For most states, the low number of non-public agency involved applicants has resulted in a manageable workload. Hence, adoptions arranged by state agencies continue to be the focus of activity. In contrast, some state adoption specialists report a noticeable increase in costs and administrative burden as initially projected due to the volume of reimbursement applications and inquiries from private agency adoptive parents, in addition to those adoptions facilitated by them. While there is no way to absolutely predict program use, there are a few indicators that stand out. First, states that have publicized the program, i.e., made sure the attorneys, courts, and adoption agencies are adequately informed, are more likely to be approached by adoptive parents who worked through private agencies. Significant and steady requests for reimbursement also appear connected to appropriate training of public agency staff-- the administrators and adoption specialists -- who would be the primary information source for adoptive parents and those representing their interests. In addition, the availability of funds to cover significant cost items previously not covered by the state adoption program, e.g., travel for interstate adoptions, tends to affect participation.
Administrators suspect potential applicants are performing some self-screening. If there is understanding of the special needs criteria, adoptive parents may be concluding that their children do not satisfy the requirements. The items that may be covered also have an impact on program participation. In some states, the policy of the adoption assistance program includes outright provision of or paying the bulk of the costs that would be covered through nonrecurring reimbursement. Under the circumstances, applying for assistance may not appear worth the effort.

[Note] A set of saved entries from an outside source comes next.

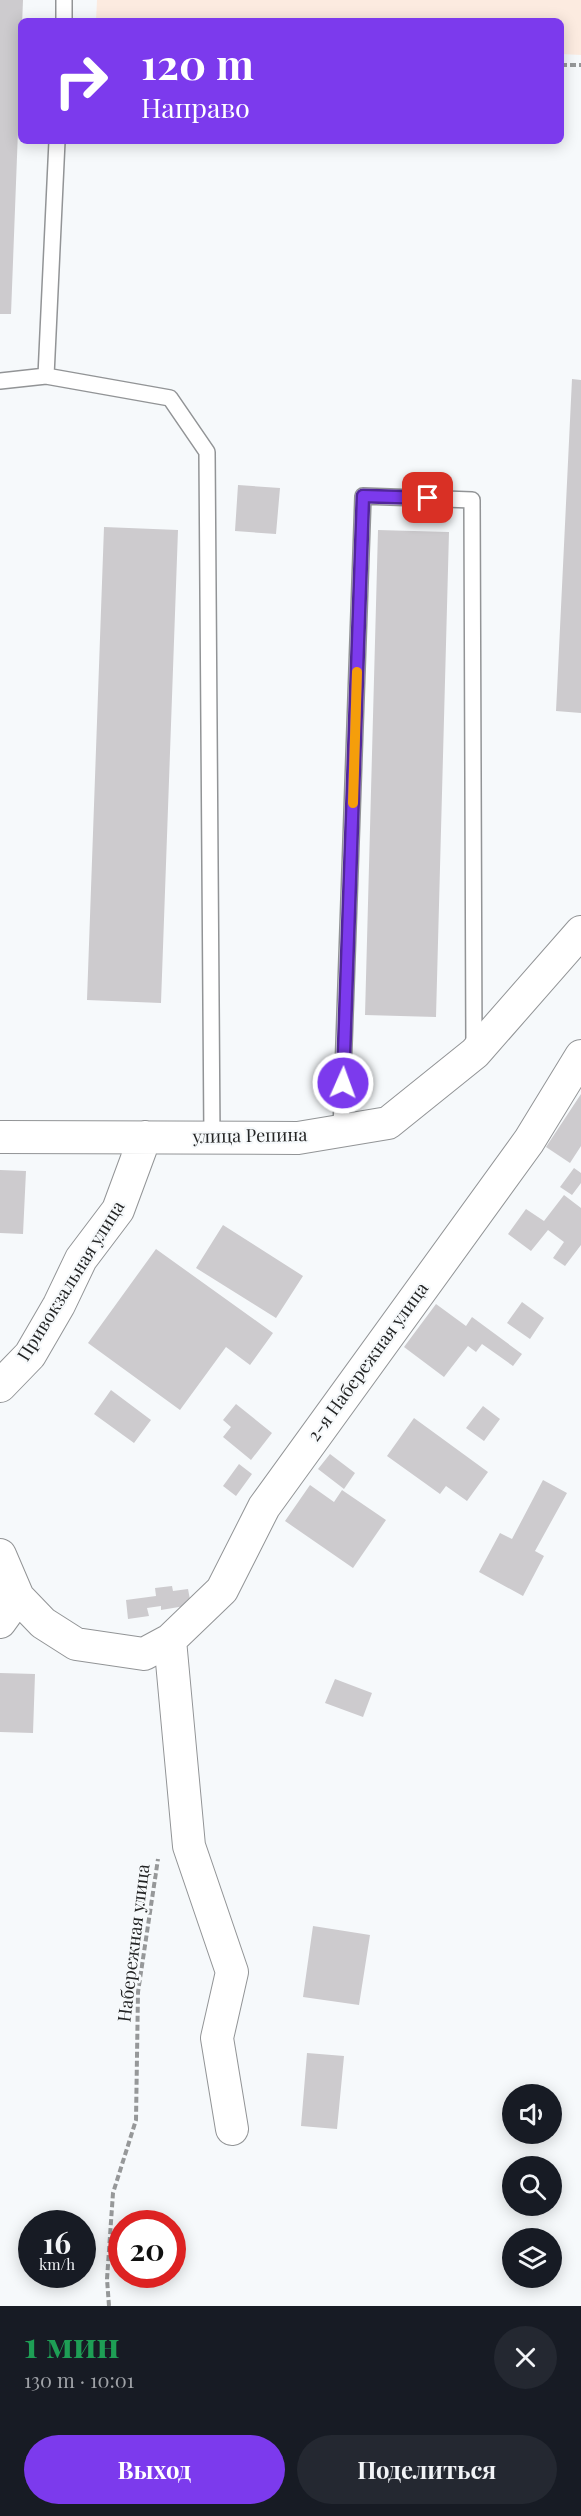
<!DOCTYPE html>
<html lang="ru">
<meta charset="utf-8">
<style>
body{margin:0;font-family:"Playfair Display",serif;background:#242831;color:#f1f3f6;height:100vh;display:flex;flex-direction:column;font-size:22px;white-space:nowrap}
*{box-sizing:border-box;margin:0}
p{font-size:20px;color:#9ea1a6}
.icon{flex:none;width:33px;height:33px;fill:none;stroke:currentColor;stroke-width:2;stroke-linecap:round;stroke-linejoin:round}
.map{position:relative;height:2306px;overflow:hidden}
.details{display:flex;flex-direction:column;background:#171b24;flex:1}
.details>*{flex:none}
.banner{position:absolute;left:18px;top:18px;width:546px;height:126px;border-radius:9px;box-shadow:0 3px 15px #0003;background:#7c3aed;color:#fff;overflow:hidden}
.controls{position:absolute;left:502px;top:2084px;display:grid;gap:12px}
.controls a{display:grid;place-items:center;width:60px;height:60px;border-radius:50%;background:#171b24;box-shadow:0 3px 15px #0003;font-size:30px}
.speed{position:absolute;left:18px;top:2210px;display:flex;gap:12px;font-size:30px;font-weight:700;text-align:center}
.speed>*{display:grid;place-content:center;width:78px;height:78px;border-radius:50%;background:#171b24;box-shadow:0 3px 15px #0003;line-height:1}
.speed small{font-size:15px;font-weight:400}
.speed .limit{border:9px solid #d22;background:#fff;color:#111}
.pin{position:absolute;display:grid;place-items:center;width:51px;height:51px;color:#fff;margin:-26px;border-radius:12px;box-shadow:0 3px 9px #0006}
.me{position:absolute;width:66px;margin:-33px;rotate:2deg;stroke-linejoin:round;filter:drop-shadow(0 0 4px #0008)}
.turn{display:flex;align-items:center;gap:21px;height:126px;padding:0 24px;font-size:27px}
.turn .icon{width:78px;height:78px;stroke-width:2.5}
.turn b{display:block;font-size:42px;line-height:51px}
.round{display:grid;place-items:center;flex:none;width:63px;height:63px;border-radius:32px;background:#242831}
.headline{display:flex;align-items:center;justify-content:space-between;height:102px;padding:0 24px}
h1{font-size:36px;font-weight:700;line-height:45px;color:#1e9e55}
.cta{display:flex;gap:12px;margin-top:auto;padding:12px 24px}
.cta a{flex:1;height:69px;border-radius:36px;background:#7c3aed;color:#fff;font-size:24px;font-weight:700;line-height:69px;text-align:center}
.cta a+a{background:#242831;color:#f1f3f6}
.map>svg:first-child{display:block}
.education{fill:#fcebe0}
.building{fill:#cdcbce}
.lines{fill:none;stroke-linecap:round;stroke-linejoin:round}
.lane-casing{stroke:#929496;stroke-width:18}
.street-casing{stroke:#929496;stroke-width:34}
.path{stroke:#969899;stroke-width:4;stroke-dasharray:6 3;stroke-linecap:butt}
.lane{stroke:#fff;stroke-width:15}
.street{stroke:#fff;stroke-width:32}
.route-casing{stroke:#51269a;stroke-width:15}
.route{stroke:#7c3aed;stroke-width:10}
.slow{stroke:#f59e0b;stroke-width:10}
.labels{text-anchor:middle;stroke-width:4.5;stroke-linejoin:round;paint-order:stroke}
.street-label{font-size:18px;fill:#232424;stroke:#f6f9fb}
</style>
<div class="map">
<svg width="581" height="2306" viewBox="0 0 581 2306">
<rect width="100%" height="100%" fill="#f6f9fb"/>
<path class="education" d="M97,0H581V55L561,54V21H96Z"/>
<path class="building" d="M0,0H23L11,314H0Z
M572,379L581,380V713L556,711Z
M238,485L280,488L276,534L235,531Z
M104,527L178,530L161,1003L87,1000Z
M378,530L449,532L436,1017L365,1015Z
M581,1094V1146L570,1163L546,1147Z
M574,1168L581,1173V1183L572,1195L560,1187Z
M0,1170L26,1171L23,1234L0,1233Z
M564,1195L581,1208V1245L565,1266L553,1258L564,1242L548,1230L531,1251L508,1234L526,1209L544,1221Z
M223,1225L303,1276L276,1318L196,1268Z
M156,1249L273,1333L250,1365L226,1347L180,1410L88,1343Z
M522,1302L544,1318L530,1339L507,1323Z
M436,1304L466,1326L472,1317L522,1354L513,1366L482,1344L476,1352L468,1346L444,1377L404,1347Z
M111,1390L151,1420L134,1443L94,1414Z
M236,1404L272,1433L251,1460L223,1437L231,1427L223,1420Z
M483,1406L500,1419L484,1441L466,1428Z
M414,1418L488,1472L467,1501L446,1486L440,1494L387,1456Z
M330,1454L355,1473L344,1489L318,1469Z
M239,1464L252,1474L236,1496L223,1486Z
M543,1480L567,1493L535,1551L544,1556L523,1596L479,1572L500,1533L512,1539Z
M310,1485L334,1502L342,1490L386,1520L353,1568L285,1521Z
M172,1586L173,1591L188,1589L191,1605L161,1610V1606L147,1608L149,1616L128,1619L126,1600L156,1596L155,1588Z
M0,1673L35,1674L33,1733L0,1732Z
M335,1679L372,1693L363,1717L325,1703Z
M313,1926L370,1935L359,2005L303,1997Z
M307,2053L344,2056L337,2129L301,2126Z"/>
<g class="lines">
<g class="lane-casing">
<path id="lane" d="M64,21V0
M46,376L57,141
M0,381L46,376L170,398L207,452L212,1138
M341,1130L363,496L472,500L474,1050"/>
</g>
<g class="street-casing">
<path id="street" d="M0,1137L298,1138L388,1123L475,1053L581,932
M0,1386L30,1355L59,1305L81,1259L118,1210L145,1137
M0,1555L18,1597L43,1623L76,1644L144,1654L170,1640L222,1590L264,1507L529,1141L581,1056
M0,1622L18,1597
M170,1640L189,1846L232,1972L217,2038L232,2129"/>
</g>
<path class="path" d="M561,65H581
M109,2306L107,2279L113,2193L136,2120L138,1992L158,1859"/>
<use href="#lane" class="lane"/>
<use href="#street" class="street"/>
</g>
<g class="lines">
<g class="route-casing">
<path id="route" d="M343,1083L363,496L428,498"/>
</g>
<use href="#route" class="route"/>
<path class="slow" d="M353,803L357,672"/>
</g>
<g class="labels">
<g class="street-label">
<text transform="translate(250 1136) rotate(-1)" y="6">улица Репина</text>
<text transform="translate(71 1281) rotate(-58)" y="6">Привокзальная улица</text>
<text transform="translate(368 1362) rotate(-54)" y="6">2-я Набережная улица</text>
<text transform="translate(134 1943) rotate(-83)" y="6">Набережная улица</text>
</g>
</g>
</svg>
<div class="controls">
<a><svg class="icon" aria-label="sound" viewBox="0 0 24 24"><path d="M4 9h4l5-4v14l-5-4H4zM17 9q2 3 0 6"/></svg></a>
<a><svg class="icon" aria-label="search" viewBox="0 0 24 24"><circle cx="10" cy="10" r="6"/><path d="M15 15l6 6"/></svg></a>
<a><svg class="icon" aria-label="layers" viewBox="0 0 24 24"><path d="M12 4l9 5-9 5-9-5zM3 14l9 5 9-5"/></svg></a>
</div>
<div class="speed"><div>16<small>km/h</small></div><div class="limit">20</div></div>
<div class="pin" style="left:428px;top:498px;background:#d93025"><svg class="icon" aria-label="arrive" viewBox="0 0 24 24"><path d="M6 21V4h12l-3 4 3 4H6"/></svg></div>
<svg class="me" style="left:343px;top:1083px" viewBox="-20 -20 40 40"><circle r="17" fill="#7c3aed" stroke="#fff" stroke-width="3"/><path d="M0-11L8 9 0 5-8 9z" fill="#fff"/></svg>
<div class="banner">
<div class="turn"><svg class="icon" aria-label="right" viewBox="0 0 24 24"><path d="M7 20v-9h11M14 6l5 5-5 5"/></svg><div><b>120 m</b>Направо</div></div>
</div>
</div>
<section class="details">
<div class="headline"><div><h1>1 мин</h1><p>130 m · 10:01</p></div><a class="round"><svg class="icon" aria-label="close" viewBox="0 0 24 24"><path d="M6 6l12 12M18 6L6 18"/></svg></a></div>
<div class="cta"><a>Выход</a><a>Поделиться</a></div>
</section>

The fact that most states report little activity under this program suggests the adoption assistance program activities of those states are of a very comprehensive nature. In other words, the costs of the adoption process are largely assumed by the states either directly or through purchase of service and incentive fees for private agencies working with families who would adopt special needs children. Additionally, in some instances, the clients of private agencies are financially able to absorb the costs of adoption. Organizations representing adoptive parents would argue the list of allowable reimbursable items is too narrow. However, the current level of activity does not appear to suggest a need for program expansion.